▸ WHAT YOU SHOULD DO
Scan the listing below for the word "Build", then copy each line that has it.

▸ DATA SHOWN
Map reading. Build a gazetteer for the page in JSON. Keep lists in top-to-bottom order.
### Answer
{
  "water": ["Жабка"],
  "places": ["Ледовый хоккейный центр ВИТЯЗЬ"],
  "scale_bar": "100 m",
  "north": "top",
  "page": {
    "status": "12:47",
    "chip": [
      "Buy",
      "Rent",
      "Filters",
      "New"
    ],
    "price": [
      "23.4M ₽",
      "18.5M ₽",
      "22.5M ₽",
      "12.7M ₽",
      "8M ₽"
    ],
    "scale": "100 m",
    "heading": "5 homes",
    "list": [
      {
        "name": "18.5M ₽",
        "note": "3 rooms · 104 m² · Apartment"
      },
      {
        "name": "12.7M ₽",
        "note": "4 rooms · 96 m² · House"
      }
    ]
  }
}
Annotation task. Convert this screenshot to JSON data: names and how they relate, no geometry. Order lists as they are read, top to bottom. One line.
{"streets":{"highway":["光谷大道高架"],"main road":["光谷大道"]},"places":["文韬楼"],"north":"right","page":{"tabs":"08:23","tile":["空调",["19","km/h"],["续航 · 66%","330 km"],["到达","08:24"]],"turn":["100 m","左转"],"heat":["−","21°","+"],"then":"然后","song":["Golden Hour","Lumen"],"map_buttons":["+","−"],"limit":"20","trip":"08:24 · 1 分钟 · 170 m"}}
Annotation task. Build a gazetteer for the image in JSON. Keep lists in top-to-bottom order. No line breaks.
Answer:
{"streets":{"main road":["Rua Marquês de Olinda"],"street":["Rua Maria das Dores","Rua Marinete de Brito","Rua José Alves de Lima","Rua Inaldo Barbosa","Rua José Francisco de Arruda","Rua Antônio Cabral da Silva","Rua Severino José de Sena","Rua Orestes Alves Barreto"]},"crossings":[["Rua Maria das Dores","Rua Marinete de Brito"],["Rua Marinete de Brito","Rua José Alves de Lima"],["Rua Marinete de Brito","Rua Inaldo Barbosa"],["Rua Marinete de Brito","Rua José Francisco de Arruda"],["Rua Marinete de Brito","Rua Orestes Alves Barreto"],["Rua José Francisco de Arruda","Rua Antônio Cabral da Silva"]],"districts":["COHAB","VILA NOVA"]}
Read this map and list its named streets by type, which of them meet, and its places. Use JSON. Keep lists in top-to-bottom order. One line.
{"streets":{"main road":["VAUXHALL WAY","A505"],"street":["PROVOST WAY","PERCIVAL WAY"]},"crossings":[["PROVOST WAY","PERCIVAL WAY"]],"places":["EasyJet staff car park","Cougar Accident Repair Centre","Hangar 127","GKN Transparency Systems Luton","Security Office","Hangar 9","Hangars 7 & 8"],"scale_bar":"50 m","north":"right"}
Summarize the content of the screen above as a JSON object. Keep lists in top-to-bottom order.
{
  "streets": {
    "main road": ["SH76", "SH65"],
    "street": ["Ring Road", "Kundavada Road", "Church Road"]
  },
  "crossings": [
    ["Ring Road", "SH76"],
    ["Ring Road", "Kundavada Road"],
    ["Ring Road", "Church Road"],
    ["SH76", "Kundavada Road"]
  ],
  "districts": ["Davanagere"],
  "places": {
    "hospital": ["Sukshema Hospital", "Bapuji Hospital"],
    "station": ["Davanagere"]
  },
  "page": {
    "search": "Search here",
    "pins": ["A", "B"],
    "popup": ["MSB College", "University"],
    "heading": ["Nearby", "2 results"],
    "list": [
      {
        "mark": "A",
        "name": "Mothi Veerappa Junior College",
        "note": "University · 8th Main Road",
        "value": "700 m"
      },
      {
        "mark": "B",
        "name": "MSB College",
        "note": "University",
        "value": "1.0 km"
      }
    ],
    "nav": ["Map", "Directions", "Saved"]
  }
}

▸ RESULT OF THIS EXERCISE
Map reading. Build a gazetteer for the page in JSON. Keep lists in top-to-bottom order.
Annotation task. Build a gazetteer for the image in JSON. Keep lists in top-to-bottom order. No line breaks.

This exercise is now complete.